Was dann kam, war – so die Fraktion – massive Kritik an Erschließungsmaßnahmen. Die Abwasserkanäle lägen zu hoch, so dass Hebeanlagen notwendig seien. In einem Fall (Bauantrag) habe die Verwaltung schon die Anschlussstelle korrigieren müssen. Die Hebeanlagen verteuerten das Bauen unnötig. In Serres und Roßwag würden die Kanalrohre tiefer gelegt, um Hebeanlagen zu vermeiden. Zudem sei teilweise Bauschutt oder Erd-/Stein-Gemisch auf Grundstücken abgelagert worden, das von den künftigen Bauherren entsorgt werden müsse, was zusätzliche Kosten verursache. Die Fraktion forderte, das Material schleunigst zu beseitigen. Eine weitere Klage: Mutterboden sei abgefahren beziehungsweise wild verteilt worden, wofür Stadtrat Theo Bellon kein Verständnis hatte.

Die Straße zur inneren Erschließung wurde in der Mitte mit einem Pflasterstreifen versehen, was als unnötig kritisiert wird. Baugebietsseitig ist der neue Gehweg an der Sankt-Markus-Straße teilweise nur 1,20 Meter breit, was als Fehlplanung bezeichnet werden müsse. Fußgänger und Kinderwagen, die sich begegnen, kämen schwerlich aneinander vorbei. Auf der gegenüberliegenden Seite – Bestandsbebauung – sollten, so der Wunsch, mehr Parkplätze statt Grünflächen angelegt werden, nachdem die Stadt mit der Grünpflege eh nicht nachkomme.

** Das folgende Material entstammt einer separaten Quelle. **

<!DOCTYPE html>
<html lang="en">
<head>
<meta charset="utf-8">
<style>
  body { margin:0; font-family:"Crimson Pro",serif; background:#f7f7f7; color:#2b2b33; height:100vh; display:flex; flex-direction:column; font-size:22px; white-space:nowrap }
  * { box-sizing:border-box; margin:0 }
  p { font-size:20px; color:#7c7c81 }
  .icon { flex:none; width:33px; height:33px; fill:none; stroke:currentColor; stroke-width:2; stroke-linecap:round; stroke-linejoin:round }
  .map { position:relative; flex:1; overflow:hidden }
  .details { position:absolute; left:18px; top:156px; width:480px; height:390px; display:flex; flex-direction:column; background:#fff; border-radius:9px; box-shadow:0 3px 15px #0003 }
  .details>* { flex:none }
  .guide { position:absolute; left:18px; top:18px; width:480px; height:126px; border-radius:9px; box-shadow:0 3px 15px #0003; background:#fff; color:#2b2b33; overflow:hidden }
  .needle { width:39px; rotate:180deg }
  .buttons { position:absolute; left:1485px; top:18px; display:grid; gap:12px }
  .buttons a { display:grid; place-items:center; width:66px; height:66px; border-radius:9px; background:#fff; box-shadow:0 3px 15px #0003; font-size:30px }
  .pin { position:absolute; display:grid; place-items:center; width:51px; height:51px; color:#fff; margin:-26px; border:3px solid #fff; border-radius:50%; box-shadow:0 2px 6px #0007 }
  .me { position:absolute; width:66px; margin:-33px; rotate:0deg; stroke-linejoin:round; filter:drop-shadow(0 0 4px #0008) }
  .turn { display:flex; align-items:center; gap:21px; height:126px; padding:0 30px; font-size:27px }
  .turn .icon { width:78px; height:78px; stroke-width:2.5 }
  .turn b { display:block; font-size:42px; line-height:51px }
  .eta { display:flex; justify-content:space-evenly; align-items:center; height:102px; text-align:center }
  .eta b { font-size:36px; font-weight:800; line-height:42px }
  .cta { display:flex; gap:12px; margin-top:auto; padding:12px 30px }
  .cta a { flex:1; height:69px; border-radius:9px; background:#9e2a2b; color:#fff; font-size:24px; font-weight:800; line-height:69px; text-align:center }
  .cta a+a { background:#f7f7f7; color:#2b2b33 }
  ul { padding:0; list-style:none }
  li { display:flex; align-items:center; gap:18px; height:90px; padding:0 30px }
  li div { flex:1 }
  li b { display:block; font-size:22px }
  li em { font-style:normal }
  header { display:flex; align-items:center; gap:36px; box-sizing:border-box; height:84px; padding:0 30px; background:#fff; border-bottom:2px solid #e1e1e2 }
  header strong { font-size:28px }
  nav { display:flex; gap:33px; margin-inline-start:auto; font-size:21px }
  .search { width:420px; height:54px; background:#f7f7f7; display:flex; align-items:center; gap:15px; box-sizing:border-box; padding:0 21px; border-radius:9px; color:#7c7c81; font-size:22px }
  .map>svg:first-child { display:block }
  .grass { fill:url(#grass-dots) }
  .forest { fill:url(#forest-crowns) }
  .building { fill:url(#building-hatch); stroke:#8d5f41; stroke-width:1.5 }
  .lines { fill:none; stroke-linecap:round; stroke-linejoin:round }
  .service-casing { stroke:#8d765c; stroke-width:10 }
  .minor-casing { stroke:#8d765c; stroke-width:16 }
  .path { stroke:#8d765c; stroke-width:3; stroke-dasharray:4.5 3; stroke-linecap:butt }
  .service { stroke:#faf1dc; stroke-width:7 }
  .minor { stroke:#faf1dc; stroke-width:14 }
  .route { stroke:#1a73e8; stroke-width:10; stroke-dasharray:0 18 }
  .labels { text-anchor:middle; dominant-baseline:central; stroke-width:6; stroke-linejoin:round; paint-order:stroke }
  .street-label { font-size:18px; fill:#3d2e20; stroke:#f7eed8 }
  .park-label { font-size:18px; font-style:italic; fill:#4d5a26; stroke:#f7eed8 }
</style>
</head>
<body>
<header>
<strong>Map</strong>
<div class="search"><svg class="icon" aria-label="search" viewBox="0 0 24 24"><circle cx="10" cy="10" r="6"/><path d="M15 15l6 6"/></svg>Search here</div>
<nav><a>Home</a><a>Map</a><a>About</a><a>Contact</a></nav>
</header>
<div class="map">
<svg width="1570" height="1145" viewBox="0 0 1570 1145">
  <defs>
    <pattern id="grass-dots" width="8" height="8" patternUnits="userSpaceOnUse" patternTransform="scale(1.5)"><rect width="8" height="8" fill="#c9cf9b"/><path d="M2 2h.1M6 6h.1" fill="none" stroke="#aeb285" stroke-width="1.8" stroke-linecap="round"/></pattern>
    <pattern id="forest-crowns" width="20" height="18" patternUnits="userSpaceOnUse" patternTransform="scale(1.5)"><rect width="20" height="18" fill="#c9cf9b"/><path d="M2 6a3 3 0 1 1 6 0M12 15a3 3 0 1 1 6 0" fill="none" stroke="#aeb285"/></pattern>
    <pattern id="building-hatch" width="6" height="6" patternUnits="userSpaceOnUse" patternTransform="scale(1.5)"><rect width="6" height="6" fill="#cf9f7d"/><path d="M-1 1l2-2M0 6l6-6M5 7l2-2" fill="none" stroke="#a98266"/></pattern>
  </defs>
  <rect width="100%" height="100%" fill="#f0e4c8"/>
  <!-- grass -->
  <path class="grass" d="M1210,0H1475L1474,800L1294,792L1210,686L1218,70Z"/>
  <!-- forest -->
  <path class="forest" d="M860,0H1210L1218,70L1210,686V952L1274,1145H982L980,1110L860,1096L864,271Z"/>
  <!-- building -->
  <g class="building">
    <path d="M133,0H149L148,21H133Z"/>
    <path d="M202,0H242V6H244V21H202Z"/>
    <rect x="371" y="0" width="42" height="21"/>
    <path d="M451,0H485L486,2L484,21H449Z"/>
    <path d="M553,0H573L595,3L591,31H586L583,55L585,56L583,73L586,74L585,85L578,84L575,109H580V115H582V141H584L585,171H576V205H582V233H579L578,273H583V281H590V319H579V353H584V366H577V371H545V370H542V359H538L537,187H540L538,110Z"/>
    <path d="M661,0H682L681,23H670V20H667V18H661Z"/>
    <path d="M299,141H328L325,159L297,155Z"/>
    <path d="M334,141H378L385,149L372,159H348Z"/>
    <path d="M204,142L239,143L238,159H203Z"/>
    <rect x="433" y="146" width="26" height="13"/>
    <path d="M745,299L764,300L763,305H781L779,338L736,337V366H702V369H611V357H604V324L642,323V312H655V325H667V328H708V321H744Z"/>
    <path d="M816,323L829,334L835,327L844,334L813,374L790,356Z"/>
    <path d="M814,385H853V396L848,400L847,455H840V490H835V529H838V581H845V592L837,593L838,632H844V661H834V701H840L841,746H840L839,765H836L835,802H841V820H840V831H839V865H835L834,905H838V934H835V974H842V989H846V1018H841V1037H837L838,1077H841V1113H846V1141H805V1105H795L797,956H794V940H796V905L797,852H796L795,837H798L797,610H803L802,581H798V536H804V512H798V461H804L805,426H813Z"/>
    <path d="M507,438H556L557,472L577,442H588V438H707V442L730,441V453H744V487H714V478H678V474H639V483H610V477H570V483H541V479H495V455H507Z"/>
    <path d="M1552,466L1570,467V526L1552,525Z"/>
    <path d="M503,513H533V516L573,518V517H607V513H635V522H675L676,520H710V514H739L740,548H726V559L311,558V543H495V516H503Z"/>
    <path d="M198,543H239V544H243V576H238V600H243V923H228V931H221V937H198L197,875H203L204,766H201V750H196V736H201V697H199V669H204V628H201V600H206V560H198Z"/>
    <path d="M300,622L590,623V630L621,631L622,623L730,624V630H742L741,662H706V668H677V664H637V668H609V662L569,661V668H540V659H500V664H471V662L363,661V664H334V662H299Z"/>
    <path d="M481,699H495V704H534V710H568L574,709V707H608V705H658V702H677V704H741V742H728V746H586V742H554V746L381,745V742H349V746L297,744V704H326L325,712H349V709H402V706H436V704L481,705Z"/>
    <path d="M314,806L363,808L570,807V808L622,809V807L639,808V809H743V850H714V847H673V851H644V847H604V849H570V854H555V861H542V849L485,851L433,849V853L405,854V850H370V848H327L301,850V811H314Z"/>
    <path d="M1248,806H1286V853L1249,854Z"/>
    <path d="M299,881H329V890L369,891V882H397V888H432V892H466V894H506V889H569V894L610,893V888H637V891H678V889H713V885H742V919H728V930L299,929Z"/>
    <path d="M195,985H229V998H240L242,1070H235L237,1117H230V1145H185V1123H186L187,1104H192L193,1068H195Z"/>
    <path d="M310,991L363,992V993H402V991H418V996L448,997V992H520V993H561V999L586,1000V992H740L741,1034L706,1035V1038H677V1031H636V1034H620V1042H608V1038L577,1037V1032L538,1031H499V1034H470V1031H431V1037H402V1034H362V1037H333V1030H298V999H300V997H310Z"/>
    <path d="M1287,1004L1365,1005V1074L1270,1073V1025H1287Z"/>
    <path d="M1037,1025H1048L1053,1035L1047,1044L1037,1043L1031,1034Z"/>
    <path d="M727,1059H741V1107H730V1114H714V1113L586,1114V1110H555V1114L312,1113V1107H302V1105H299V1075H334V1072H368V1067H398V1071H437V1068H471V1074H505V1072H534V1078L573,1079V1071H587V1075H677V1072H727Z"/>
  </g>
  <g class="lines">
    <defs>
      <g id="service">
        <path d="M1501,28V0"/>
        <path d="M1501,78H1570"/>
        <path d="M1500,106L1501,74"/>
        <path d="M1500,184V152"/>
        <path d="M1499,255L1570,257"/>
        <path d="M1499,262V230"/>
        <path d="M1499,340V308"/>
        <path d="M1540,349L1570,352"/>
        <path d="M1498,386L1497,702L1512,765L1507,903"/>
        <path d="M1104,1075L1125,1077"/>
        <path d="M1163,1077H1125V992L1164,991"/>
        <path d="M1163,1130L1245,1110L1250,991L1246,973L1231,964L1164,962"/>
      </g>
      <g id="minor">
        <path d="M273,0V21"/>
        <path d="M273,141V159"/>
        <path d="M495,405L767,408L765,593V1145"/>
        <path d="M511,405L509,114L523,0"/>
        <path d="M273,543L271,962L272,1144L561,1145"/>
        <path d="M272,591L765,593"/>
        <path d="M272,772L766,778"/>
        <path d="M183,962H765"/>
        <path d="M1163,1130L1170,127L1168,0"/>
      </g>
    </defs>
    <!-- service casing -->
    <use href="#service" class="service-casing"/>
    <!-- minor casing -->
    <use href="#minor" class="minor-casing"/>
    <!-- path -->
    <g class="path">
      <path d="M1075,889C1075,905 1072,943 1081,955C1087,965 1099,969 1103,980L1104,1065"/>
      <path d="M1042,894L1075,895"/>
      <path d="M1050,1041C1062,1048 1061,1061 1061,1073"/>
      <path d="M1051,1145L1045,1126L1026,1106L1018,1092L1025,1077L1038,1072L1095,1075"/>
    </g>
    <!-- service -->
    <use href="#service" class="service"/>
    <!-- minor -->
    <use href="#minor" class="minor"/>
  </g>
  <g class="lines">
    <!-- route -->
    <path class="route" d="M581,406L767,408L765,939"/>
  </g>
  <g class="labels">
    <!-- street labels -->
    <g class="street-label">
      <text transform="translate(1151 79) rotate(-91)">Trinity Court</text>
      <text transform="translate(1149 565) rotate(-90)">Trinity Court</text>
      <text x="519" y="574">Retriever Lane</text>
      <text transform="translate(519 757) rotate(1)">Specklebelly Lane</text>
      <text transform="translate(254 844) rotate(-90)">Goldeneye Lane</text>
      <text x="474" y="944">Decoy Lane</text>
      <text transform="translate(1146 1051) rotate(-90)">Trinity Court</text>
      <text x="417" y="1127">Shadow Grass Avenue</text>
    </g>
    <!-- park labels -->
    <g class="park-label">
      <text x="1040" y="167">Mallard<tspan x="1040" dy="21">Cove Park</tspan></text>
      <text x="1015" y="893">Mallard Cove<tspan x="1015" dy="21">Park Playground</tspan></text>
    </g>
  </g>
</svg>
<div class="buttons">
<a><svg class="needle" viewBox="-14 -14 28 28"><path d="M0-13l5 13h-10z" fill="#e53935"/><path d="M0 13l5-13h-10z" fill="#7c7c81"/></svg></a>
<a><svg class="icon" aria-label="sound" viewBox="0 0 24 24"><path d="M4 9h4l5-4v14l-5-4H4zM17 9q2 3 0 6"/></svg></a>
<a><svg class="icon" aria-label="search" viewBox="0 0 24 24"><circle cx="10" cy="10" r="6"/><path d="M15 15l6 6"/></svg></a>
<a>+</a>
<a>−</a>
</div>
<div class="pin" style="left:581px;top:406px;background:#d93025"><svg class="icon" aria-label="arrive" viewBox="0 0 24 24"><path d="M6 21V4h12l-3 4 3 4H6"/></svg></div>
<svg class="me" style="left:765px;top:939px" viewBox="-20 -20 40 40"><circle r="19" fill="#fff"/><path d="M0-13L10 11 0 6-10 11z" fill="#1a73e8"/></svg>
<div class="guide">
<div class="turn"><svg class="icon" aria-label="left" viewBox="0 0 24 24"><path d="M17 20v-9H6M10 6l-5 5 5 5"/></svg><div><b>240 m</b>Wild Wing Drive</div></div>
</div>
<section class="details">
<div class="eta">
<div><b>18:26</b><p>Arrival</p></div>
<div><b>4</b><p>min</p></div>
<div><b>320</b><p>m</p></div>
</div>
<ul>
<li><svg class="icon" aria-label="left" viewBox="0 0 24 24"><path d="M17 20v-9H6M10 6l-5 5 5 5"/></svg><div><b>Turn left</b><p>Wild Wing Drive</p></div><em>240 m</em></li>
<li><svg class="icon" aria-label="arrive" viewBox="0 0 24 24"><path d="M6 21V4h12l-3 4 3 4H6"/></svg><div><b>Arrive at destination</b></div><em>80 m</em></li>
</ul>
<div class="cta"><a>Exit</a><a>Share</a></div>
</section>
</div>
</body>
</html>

Während den Bauarbeiten am Kreisel wurde der Verkehr durchs benachbarte Wohngebiet, unter anderem die Lichtholzstraße, umgeleitet. Dabei entstandene Straßenschäden sollten bald beseitigt werden.

Bei der anschließenden öffentlichen CDU-Fraktionssitzung im Bürgerhaus Alte Schule kamen weitere Themen auf den Tisch, so auch der Standort des 50-km/h-Schildes zur Aufhebung von Tempo 30 in der Vaihinger Straße. „Wir regen an, das 50 km/h-Schild an die Einmündung Rathausgasse zu versetzen“, sagte Stadtrat Wolfgang Schreiber. Kritik gab es an der städtischen Straßenverkehrsbehörde, die die Gefahrenstellen besonders in der Vaihinger Straße immer wieder herunterspiele.

Andere Punkte laut Pressemitteilung: Das Salzsilo des städtischen Bauhofs in Großglattbach stehe an einem ungeeigneten Ort. Außerdem gingen benachbarte Bäume kaputt. Das Häldenwegle, zwischen Mostkelter und Wohngebiet Unteres Mehl, sei in einem schlechten Zustand. „Gibt es Pläne, entlang der Landesstraße zwischen Friedhof und auf Höhe Glattbach einen Gehwege zu bauen?“ Diese Frage gehört zu einer ganzen Liste von Themen, die die CDU-Fraktion heute im Rathaus als Auswertung ihres Termins in Großglattbach vorlegte. Rasches Handeln sei angesagt, so der Fraktionsvorsitzende.